El desarrollo histórico del sistema porticado es perfectamente legible en sus doce componentes. La distribución y los materiales de construcción de cada componente conservan las mismas características de la construcción original y reflejan fielmente las etapas progresivas del desarrollo urbano de la ciudad. La normativa vigente protege la autenticidad del inmueble incluso en los casos en que fue necesario realizar obras de restauración. El hábil uso de materiales duraderos, principalmente piedra, garantizó la conservación física a lo largo de los siglos y el extraordinario estado de conservación de la mayoría de los pórticos seleccionados.
Bolonia fue una de las ciudades italianas más bombardeadas durante la Segunda Guerra Mundial. Por lo tanto, para cumplir con los requisitos de autenticidad, la selección de los 12 componentes debía incluir los pórticos menos afectados por los daños de guerra. En los pocos casos en que se produjeron daños, la restauración siempre ha respetado cuidadosamente el principio o la teoría de la restauración.

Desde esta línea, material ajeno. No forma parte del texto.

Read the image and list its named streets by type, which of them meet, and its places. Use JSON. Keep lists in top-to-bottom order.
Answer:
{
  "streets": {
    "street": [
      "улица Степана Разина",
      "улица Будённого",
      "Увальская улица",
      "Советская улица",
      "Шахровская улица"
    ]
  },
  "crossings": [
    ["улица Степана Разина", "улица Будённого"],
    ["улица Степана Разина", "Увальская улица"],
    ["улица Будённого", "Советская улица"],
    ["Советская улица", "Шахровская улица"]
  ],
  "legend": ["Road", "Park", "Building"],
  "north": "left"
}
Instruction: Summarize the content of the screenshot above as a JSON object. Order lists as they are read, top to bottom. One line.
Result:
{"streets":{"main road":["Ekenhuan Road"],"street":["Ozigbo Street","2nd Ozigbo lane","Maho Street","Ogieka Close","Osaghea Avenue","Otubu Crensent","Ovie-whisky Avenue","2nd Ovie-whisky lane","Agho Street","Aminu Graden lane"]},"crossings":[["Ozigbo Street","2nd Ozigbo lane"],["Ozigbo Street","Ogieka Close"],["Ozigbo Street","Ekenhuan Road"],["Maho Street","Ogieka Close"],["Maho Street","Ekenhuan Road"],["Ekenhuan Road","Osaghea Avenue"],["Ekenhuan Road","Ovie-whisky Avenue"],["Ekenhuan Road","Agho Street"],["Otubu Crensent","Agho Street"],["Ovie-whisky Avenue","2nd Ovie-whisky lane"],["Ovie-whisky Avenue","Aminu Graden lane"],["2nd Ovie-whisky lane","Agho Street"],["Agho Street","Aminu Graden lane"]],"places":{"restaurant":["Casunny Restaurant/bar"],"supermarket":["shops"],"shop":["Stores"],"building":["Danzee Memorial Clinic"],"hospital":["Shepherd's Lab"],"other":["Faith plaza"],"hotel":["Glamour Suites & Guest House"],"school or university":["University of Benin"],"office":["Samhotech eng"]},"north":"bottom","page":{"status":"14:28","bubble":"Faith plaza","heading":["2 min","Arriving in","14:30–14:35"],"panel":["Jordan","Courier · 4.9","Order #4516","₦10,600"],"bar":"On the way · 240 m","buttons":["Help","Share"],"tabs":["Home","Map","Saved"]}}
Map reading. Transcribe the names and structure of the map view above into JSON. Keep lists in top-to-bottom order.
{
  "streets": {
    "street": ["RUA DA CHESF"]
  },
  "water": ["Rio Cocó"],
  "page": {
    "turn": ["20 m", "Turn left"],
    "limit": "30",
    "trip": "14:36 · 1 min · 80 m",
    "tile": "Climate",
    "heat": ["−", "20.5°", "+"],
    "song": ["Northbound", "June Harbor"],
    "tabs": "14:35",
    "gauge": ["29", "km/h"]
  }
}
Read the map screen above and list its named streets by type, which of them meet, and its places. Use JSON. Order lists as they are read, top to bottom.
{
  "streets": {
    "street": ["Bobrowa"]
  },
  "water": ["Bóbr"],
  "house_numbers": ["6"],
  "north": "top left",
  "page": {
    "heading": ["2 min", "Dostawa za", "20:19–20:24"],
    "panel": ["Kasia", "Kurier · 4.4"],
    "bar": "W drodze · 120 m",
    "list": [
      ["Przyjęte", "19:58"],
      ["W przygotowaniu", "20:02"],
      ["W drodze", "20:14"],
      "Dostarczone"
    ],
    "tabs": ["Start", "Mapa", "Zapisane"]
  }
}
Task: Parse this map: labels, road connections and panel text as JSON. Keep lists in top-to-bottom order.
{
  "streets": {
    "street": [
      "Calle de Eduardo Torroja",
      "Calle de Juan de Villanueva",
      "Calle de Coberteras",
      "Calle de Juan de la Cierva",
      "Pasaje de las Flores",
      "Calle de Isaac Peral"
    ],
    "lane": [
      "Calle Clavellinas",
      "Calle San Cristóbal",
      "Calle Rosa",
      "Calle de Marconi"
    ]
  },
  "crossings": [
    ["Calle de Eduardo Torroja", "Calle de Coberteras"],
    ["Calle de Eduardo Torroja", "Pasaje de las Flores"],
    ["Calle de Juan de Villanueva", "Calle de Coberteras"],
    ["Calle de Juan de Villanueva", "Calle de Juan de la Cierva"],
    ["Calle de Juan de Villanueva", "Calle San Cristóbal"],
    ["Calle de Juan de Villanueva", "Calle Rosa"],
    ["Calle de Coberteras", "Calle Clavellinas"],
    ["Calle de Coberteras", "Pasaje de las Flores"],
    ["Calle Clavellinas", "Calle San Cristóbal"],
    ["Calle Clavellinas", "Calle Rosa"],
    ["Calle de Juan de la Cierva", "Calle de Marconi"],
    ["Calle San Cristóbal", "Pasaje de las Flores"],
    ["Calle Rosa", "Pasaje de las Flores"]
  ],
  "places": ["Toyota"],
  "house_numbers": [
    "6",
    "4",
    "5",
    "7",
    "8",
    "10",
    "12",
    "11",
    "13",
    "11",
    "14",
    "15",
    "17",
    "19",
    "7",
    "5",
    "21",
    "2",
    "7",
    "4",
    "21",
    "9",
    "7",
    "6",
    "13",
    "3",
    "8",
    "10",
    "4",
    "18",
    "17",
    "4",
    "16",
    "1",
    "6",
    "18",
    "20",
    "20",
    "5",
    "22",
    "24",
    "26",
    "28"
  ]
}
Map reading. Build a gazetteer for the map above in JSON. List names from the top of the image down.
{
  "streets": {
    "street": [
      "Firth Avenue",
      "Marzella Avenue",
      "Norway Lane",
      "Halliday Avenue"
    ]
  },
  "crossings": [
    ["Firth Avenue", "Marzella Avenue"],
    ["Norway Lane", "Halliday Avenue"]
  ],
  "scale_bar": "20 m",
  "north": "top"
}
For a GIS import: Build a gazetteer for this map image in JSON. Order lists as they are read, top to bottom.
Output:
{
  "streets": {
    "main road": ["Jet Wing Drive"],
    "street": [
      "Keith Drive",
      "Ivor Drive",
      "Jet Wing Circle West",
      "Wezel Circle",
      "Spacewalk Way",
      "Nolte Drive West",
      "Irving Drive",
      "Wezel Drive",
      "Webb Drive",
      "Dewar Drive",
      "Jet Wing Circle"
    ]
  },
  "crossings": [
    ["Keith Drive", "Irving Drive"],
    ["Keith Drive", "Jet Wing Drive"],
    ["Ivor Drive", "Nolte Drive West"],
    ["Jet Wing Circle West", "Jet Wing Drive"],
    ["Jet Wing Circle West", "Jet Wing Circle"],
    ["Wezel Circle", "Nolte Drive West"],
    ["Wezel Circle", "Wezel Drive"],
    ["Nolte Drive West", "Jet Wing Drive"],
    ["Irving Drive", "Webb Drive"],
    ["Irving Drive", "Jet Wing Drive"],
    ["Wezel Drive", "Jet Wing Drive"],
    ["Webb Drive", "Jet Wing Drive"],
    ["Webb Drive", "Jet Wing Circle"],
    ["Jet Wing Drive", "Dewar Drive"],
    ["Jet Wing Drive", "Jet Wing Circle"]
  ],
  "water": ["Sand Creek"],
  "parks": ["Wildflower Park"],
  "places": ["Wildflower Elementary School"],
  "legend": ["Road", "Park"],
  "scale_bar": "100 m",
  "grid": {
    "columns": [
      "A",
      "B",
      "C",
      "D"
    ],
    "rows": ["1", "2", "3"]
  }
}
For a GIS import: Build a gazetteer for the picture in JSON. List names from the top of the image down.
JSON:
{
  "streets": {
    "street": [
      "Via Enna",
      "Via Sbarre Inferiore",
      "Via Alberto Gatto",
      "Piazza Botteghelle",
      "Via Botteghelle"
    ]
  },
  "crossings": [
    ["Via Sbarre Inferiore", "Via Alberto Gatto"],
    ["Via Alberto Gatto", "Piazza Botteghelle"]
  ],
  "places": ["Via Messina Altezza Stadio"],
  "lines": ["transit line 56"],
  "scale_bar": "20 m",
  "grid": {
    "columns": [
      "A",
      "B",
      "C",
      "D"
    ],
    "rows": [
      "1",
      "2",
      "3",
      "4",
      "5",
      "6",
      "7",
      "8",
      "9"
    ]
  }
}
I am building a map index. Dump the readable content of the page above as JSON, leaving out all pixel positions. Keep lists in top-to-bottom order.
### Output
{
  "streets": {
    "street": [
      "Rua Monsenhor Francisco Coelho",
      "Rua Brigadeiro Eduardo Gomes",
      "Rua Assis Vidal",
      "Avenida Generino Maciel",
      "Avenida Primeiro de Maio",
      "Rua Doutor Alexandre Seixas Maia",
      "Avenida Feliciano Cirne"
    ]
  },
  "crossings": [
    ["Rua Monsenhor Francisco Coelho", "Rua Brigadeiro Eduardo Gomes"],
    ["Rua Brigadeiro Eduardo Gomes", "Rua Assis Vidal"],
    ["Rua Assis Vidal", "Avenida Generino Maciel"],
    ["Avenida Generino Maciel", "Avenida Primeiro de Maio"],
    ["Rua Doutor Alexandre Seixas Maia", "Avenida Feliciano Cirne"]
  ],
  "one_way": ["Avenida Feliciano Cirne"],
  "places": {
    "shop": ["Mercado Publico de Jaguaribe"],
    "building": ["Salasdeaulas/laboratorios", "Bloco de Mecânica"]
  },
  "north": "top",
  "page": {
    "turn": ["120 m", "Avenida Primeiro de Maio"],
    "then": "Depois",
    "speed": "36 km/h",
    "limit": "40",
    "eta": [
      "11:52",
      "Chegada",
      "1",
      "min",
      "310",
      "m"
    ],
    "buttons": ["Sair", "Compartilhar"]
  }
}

La autenticidad funcional se mantuvo siempre. Gracias a la norma establecida en el Estatuto de 1288, la construcción de pórticos y su función como espacio público de propiedad privada ha sido una constante en el crecimiento urbano de la ciudad desde finales del siglo XIII hasta la actualidad. Los pórticos son elementos arquitectónicos que se relacionan tanto con el espacio público circundante como con el edificio del que forman parte. El sistema de gestión público-privada (propiedad privada, uso público) se ha mantenido e implementado a lo largo de los siglos. La autenticidad del espíritu y la esencia de la propiedad se materializa en la vida social de los pórticos, lugares donde se desarrollan numerosas actividades que definen la identidad urbana de la ciudad.
Aclaración
Si nos referimos a una calle residencial con pórticos a ambos lados, la Calle Mayor de Alcalá de Henares es la más larga de Europa. Si hablamos sobre una estructura porticada de corredor sin interrupción, el Pórtico de San Luca en Bolonia es el más largo del mundo.